Balance between Science and Faith
- Jackson Ewald
- Mar 3
- 3 min read
I’ve always been fascinated by the relationship between science and faith. On the surface, they seem like two opposing forces—one grounded in facts and evidence, the other in belief and purpose. For a long time, people have treated them as if you have to choose: either you trust science and reject faith, or you embrace faith and dismiss science.
But the more I think about it, the more I realize that’s a false choice. Science and faith aren’t enemies; they just answer different questions.
Science Explains How, Faith Explains Why
Science is incredible at breaking things down—how the universe came to be, how life evolved, how our brains function. It’s all about process and mechanics—the how of everything around us.
But science doesn’t explain why any of it matters. Why does the universe exist at all? Why do we search for meaning? Why do we feel a deep pull toward something greater than ourselves? That’s where faith comes in. Faith isn’t just about religion—it’s about purpose, about believing there’s something beyond what we can see and measure.
Take the Big Bang, for example. Science tells us how it happened, how time and space expanded, how stars and planets formed. But it doesn’t answer the deeper question: Why did anything exist in the first place? That’s the kind of question that faith explores.
Faith and Science Working Together
Some of the greatest minds in history—Newton, Einstein, even the guy who proposed the Big Bang theory (Georges Lemaître, a priest and physicist)—never saw science and faith as being in conflict. In fact, they saw science as a way to better understand the universe, which, in their eyes, only deepened their belief in something greater.
Even today, as fields like quantum physics and neuroscience push the limits of what we know, we’re constantly running into questions that science alone can’t answer. Why is the universe so perfectly balanced for life? How does consciousness actually work? What happens after death?
Science keeps finding more answers, but at the same time, it keeps uncovering more unknowns. And for me, that’s where faith and science start to meet—at the edges of what we can understand.

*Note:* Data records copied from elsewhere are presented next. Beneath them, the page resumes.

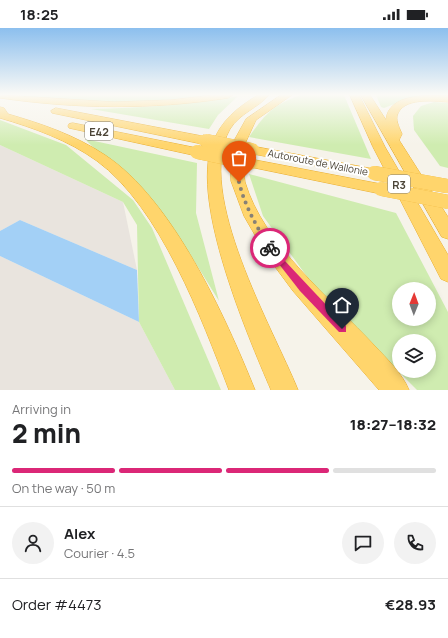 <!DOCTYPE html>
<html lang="en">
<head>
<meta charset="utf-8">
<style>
  body { margin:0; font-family:Manrope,sans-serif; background:#f2f2f2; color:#202124; height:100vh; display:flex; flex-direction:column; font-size:15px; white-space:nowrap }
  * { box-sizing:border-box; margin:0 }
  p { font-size:13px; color:#757577 }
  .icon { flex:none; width:22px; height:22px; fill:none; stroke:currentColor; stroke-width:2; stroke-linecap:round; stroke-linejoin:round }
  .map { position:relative; height:362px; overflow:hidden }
  .drawer { display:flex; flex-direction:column; background:#fff; flex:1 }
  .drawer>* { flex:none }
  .needle { width:26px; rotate:1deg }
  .fabs { position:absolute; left:392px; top:254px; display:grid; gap:8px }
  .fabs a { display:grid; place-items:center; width:44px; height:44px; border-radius:50%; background:#fff; box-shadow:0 2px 10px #0003; font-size:20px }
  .pin { position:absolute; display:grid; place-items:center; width:34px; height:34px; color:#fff; margin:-41px -17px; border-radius:50% 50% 50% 0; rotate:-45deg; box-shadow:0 0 4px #0007 }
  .pin .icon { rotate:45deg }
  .courier { position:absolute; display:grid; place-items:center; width:40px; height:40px; margin:-20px; border:3px solid #db2777; border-radius:50%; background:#fff; color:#222; box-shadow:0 1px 5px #0007 }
  .head em { font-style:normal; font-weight:800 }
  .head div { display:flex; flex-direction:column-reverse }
  .head { display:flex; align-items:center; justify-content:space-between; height:68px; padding:0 12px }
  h1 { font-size:26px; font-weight:800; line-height:30px }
  .bar { display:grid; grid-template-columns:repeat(4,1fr); gap:6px 4px; align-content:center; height:48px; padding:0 12px }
  .bar i { height:5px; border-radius:3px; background:#e0e0e0 }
  .bar .current { background:#db2777 }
  .bar p { grid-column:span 4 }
  .line { display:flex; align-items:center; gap:10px; padding:0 12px; border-top:1px solid #e0e0e0 }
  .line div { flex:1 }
  .round { display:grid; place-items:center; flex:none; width:42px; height:42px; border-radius:21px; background:#f2f2f2 }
  .status { display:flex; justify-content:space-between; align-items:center; height:28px; padding:0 20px; background:#fff; direction:ltr }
  .status svg { height:11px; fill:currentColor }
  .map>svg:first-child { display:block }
</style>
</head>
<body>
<div class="status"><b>18:25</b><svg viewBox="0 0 49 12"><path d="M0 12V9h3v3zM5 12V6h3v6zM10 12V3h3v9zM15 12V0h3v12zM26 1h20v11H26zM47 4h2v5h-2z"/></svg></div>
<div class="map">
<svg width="448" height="362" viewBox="0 0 448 362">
  <rect width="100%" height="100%" fill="#f6f3ea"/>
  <!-- industrial -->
  <g fill="#e9e4de">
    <polygon points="0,117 123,174 137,242 20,192 0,203"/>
    <polygon points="0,228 139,294 175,362 0,362"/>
  </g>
  <!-- green -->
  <g fill="#cfecb0" fill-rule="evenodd">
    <path d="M17,67H212C148,75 81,79 17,67Z"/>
    <path d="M300,67H344L371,131L249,109C266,85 272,78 300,67Z"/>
    <polygon points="376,67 448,67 448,69 402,73 384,80 381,79"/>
    <path d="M238,68L218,87L209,101L91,81C141,80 189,77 238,68Z"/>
    <polygon points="434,74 448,75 448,140 440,138 414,102 413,88 421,78"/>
    <polygon points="0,92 66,117 133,172 152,200 221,362 175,362 139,294 137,197 123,174 0,117"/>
    <path d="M85,111L197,135L196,185L219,273C192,230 167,184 129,149C115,135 98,126 85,111Z"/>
    <path d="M249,146L396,185L448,284V362H417L316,261L263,188ZM399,261H429V291H399ZM399,313H429V343H399Z"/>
  </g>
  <!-- water -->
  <polygon fill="#a3d0f6" points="20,192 137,242 139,294 0,228 0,203"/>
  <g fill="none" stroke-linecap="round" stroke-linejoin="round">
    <!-- highway casing -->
    <g stroke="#e9ae31" stroke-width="1">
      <g id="highway">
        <path d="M0,67L114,74L171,72L213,67H233L228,70C151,82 77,81 0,70Z"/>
        <path d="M258,67H269C258,80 240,85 230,101C194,165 273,300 298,362H271C247,306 191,175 212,117C220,93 238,79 258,67Z"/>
        <path d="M281,67H292L256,92L243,120L244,135L250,131L381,156L386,157L388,161L386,165L381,166L250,139L244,135C244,141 244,148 245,154C263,216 331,271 374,317C387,331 402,345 409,362H379L293,263L267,228L244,188L231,153L230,120L246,91Z"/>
        <polygon points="350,67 359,67 385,119 448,227 448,254 441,251 373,119"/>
        <path d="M361,67H370L386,92C388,65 429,67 448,68V74C434,73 402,69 397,88C396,94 400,101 402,106L399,112L448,189V211L442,209Z"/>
        <path d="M0,79L4,80L8,86C42,96 75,107 105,127C173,172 225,288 255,362H229C202,291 160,179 97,133C68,112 34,100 0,90Z"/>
        <polygon points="56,80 202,108 208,112 202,116 52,85 51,83"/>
        <polygon points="73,95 197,120 203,124 197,128 69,100 68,98 69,96"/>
        <polygon points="252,118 374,141 379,142 381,145 379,148 374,149 248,125 246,122 248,119"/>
      </g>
    </g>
    <!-- highway -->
    <use href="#highway" fill="#ffd56c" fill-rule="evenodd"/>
    <!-- highway-bridge-far1 casing -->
    <g stroke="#e9ae31" stroke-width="11" stroke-linecap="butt">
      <polyline id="highway-bridge-far1" points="202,112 212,114"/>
    </g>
    <!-- highway-bridge casing -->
    <g stroke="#e9ae31" stroke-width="14" stroke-linecap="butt">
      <g id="highway-bridge">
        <polyline points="207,113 252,122"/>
        <polyline points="197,124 250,135"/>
        <polyline points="374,145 447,158"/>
        <polyline points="381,161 448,174"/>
      </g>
    </g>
    <!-- highway-bridge-far1 -->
    <use href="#highway-bridge-far1" stroke="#ffd56c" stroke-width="10"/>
    <!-- highway-bridge -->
    <use href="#highway-bridge" stroke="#ffd56c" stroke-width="14"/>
  </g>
  <!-- sky -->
  <linearGradient id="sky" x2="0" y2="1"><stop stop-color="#8cbfee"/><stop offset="0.57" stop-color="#fbfaf6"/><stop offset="1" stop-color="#fbfaf6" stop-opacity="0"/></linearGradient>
  <rect width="448" height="117" fill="url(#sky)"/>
  <!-- route -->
  <polygon fill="#db2777" points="270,217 346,298 346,304 339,304 300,263 268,222 267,220"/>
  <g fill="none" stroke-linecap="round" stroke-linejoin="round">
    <!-- done -->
    <path stroke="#878176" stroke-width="4" stroke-dasharray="0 7.2" d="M239,154C245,179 257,199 270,220"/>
  </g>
  <g text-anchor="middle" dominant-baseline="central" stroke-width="4" stroke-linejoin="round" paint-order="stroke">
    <!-- far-street labels -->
    <g font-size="10" fill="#4b4437" stroke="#fff">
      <text transform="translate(318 134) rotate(11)">Autoroute de Wallonie</text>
    </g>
    <!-- shield labels -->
    <g fill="#fff" stroke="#817c73" stroke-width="1">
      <rect x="85" y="94" width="28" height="18" rx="3"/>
      <rect x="388" y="147" width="22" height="18" rx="3"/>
    </g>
    <g font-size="11" font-weight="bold" fill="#4b4437">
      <text x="99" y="103">E42</text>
      <text x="399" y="156">R3</text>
    </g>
  </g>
</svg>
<div class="fabs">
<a><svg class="needle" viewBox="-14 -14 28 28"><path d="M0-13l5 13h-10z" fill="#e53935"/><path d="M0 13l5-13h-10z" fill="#757577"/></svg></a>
<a><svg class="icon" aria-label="layers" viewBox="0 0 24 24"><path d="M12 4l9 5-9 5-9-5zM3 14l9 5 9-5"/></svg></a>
</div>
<div class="pin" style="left:239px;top:154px;background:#ea580c"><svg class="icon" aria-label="bag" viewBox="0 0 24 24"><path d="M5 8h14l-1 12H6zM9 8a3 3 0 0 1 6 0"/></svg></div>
<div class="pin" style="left:342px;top:301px;background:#1f2937"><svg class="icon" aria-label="home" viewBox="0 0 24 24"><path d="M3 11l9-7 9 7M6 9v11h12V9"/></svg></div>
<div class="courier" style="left:270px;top:220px"><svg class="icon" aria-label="bike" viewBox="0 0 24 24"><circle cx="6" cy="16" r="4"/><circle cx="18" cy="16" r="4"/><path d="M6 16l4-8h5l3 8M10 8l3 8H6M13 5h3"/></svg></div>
</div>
<section class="drawer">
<div class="head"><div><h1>2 min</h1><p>Arriving in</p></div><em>18:27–18:32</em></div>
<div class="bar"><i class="current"></i><i class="current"></i><i class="current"></i><i></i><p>On the way · 50 m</p></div>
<div class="line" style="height:72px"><a class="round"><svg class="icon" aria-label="person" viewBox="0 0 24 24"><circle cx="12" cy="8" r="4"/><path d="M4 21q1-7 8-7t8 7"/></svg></a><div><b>Alex</b><p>Courier · 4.5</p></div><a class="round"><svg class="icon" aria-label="chat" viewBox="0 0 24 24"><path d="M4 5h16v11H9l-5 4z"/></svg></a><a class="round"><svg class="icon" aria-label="phone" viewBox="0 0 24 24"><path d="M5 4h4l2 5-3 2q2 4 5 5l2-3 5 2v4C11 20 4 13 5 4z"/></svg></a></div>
<div class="line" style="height:52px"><div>Order #4473</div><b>€28.93</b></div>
</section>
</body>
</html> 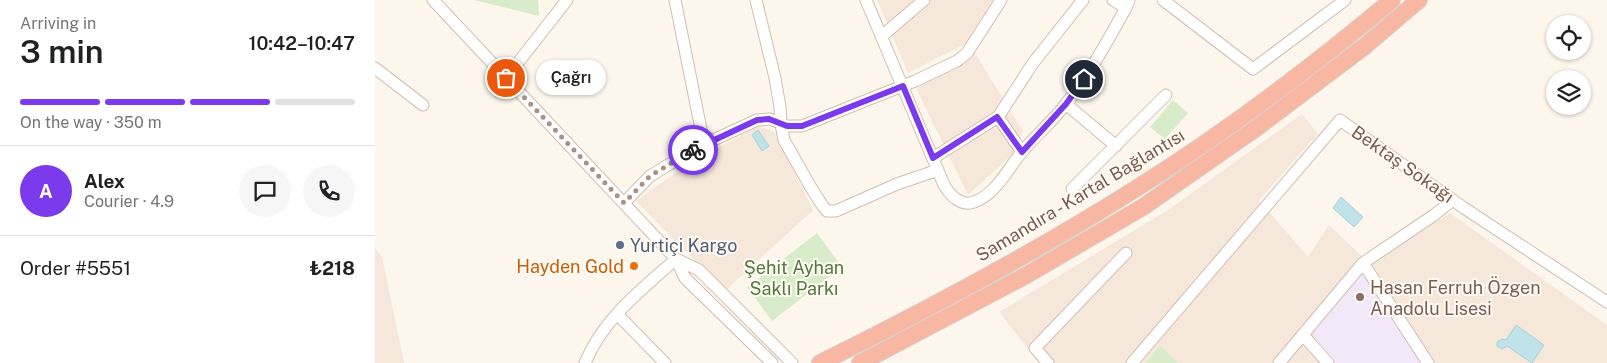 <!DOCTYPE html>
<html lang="en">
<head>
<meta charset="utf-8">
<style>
  body { margin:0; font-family:"Public Sans",sans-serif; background:#f6f6f6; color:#202124; height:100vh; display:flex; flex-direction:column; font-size:19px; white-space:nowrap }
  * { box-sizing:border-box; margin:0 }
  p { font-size:16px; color:#757577 }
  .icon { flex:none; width:28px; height:28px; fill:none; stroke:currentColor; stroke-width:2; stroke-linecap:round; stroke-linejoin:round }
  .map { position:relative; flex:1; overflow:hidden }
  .drawer { display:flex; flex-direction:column; background:#fff; width:375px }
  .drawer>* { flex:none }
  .fabs { position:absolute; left:1171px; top:15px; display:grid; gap:10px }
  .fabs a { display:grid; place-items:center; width:45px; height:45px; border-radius:50%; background:#fff; box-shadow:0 1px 4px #0004; font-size:25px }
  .pin { position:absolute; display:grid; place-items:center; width:42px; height:42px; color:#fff; margin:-21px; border:2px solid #fff; border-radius:50%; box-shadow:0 1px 5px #0007 }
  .courier { position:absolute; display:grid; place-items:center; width:50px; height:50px; margin:-25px; border:4px solid #7c3aed; border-radius:50%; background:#fff; color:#222; box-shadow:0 1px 6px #0007 }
  .bubble { position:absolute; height:35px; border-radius:18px; background:#fff; box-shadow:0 1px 4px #0004; font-size:16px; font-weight:600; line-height:35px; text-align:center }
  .headline em { font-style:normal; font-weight:600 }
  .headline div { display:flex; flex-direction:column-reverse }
  .headline { display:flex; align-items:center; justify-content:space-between; height:85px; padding:0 20px }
  h1 { font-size:32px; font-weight:600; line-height:38px }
  .bar { display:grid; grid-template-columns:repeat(4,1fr); gap:8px 5px; align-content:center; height:60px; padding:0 20px }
  .bar i { height:6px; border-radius:4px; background:#e0e0e0 }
  .bar .current { background:#7c3aed }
  .bar p { grid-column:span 4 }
  .line { display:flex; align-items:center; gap:12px; padding:0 20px; border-top:1px solid #e0e0e0 }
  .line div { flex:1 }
  .round { display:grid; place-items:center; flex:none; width:52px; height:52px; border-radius:26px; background:#f6f6f6 }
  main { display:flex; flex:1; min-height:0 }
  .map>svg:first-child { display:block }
  .residential { fill:#f5e8da }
  .education { fill:#f3e8fa }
  .green { fill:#d8ecc9 }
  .water { fill:#bfe3e8; stroke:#a5d3da }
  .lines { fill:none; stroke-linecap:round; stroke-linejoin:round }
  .minor-casing { stroke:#d1beb0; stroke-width:13 }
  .highway-casing { stroke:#dad1cd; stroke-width:18 }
  .minor { stroke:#fff; stroke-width:11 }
  .highway { stroke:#f7b7a3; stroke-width:16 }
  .done { stroke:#a89285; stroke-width:5; stroke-dasharray:0 9 }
  .route { stroke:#7c3aed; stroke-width:6 }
  .service-dot { fill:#5c6f8a; stroke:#fffaf3; stroke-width:2 }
  .food-dot { fill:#e8710a; stroke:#fffaf3; stroke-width:2 }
  .education-dot { fill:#8d6e63; stroke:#fffaf3; stroke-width:2 }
  .labels { text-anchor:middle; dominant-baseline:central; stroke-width:4; stroke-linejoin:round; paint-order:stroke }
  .street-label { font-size:18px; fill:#7a5c4d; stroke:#fffaf3 }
  .service-label { font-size:18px; fill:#4e5e75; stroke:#fffaf3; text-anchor:start }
  .food-label { font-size:18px; fill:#c56008; stroke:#fffaf3; text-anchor:end }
  .park-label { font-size:18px; fill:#537a41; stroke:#fffaf3 }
  .education-label { font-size:18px; fill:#785e54; stroke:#fffaf3; text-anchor:start }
</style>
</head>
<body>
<main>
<section class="drawer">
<div class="headline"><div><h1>3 min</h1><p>Arriving in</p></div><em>10:42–10:47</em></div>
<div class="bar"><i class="current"></i><i class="current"></i><i class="current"></i><i></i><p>On the way · 350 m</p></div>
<div class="line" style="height:90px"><b class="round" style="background:#7c3aed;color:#fff">A</b><div><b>Alex</b><p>Courier · 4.9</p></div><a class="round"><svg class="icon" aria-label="chat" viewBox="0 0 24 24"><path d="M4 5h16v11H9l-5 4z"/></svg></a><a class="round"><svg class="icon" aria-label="phone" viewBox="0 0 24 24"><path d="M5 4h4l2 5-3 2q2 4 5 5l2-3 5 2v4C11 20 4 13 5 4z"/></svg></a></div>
<div class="line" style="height:65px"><div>Order #5551</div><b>₺218</b></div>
</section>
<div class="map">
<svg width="1232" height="363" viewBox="0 0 1232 363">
  <rect width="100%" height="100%" fill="#fdf6ec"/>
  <path class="residential" d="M 502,0 L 618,0 L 590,44 L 533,73 Z
    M 598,50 L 648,131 L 638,154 L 593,195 L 541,88 Z
    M 927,114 L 943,134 L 884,200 L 933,257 L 954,225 L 995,264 L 1075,213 L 1232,325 L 1232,363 L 1060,363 L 995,264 L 941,343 L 962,363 L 664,363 L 624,312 L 793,210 Z
    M 384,126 L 399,132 L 438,210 L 350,291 L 261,201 L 317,161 Z
    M 0,248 L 7,257 L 29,363 L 0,363 Z"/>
  <path class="education" d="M 988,270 L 1046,363 L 962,363 L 941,343 L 940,325 Z"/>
  <path class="green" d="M 99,0 L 163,0 L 164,16 Z
    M 798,100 L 813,113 L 790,139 L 775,127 Z
    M 442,233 L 467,267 L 397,321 L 372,287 Z
    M 785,346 L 803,363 L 770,363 Z"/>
  <path class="water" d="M 383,130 L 394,146 L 387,151 L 377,135 Z
    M 966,197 L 988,217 L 979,227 L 958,208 Z
    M 1141,325 L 1169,345 L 1157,363 L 1132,346 L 1127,349 L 1122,346 L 1122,342 L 1127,339 L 1131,340 Z"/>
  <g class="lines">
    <g class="minor-casing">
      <path id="minor" d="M 58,0 L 301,259 L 310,278 L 397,363
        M 300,0 L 329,144
        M 381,0 L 400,78 L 405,107 L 406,124 L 409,140 L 435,186 L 447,205 L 452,211 L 461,211 L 522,184 L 563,170
        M 491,0 L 569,185 C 575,195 586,207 599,202 C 620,195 633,169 646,153 C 660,136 677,122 690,105 C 714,76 732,41 751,8 L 754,0
        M 738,0 L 751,8
        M 788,0 L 878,69 L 970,0
        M 507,36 L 549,0
        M 0,68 L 48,105
        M 131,78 L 192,0
        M 691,104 L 741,146
        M 623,117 L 647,152
        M 558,158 L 623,117 L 658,63 L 708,0
        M 697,189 L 791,95
        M 249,203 L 275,176 L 321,148 L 382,120 L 395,119 L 412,126 L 427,126 L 540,81 L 582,61 L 592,53 L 626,0
        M 301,259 L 324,270 L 417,363
        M 988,263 L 1053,363
        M 242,314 L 290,363
        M 928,335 L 953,363
        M 210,363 C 228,319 266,290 301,259
        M 673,363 L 660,348 L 751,253
        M 757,363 L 965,120 L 1089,208 L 1232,302
        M 904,363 L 988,263 L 1059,215 L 1078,200"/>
    </g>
    <g class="highway-casing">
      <path id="highway" d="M 445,363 C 552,310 661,252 762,188 C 851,132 936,68 1017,0
        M 485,363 L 650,276 L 768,207 L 884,126 L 990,46 L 1044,0"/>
    </g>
    <use href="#minor" class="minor"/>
    <use href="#highway" class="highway"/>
  </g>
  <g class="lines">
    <path class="done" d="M 131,78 L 249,203 L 275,176 L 318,150"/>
    <path class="route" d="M 318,150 L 382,120 L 394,119 L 412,126 L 427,126 L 528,86 L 558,158 L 622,117 L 647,152 L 691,104 L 709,79"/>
  </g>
  <circle class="service-dot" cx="245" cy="245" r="5"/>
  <circle class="food-dot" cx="259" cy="266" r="5"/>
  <circle class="education-dot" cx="985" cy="297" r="5"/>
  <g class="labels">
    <g class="street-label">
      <text transform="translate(1028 164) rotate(35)">Bektaş Sokağı</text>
      <text transform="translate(705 195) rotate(-31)">Samandıra - Kartal Bağlantısı</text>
    </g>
    <g class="service-label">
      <text x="255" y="245">Yurtiçi Kargo</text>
    </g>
    <g class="food-label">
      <text x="249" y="266">Hayden Gold</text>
    </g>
    <g class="park-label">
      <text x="419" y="267">Şehit Ayhan<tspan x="419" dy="21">Saklı Parkı</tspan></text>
    </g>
    <g class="education-label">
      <text x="995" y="287">Hasan Ferruh Özgen<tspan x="995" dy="21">Anadolu Lisesi</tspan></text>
    </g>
  </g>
</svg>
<div class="fabs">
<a><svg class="icon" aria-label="locate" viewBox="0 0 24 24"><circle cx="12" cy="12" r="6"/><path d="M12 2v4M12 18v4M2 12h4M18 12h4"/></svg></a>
<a><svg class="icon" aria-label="layers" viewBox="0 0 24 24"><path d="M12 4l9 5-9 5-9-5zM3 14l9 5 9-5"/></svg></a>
</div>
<div class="pin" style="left:131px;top:78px;background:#ea580c"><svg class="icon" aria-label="bag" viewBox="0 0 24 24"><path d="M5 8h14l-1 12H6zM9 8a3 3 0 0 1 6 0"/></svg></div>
<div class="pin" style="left:709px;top:79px;background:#1f2937"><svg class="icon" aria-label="home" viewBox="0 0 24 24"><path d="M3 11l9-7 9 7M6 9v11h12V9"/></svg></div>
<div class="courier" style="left:318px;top:150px"><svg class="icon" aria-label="bike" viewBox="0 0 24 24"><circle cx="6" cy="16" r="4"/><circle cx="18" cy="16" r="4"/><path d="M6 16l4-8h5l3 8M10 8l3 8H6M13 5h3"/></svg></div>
<div class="bubble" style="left:161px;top:60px;width:70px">Çağrı</div>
</div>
</main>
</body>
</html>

When Science and Faith Clash
That’s not to say there aren’t conflicts. There have been plenty of moments where religious institutions resisted scientific discoveries—evolution, genetics, even the idea that the Earth orbits the Sun. And on the flip side, there are scientists who dismiss faith as nothing more than outdated superstition.
But I think the problem isn’t science or faith—it’s the way people hold onto extreme views. Science is always evolving as we learn more. Faith, at its core, is about deeper truths that go beyond just facts and logic. The real issue comes when one side refuses to acknowledge the value of the other.
So, Can They Coexist?
I believe they can, but only if we stop treating them as rivals. Science explains how things happen, faith explores why they matter. One is about discovering the mechanics of life, the other is about finding meaning in it. They don’t have to be at war—they can actually complement each other.
I don’t see science and faith as two separate worlds anymore. The more I learn about how the universe works, the more I appreciate how much we don’t know. And that, to me, leaves plenty of room for both scientific discovery and faith.
So the real question isn’t whether they can coexist—it’s whether we’re willing to see them as partners in the search for truth, rather than two sides of a fight that doesn’t need to exist.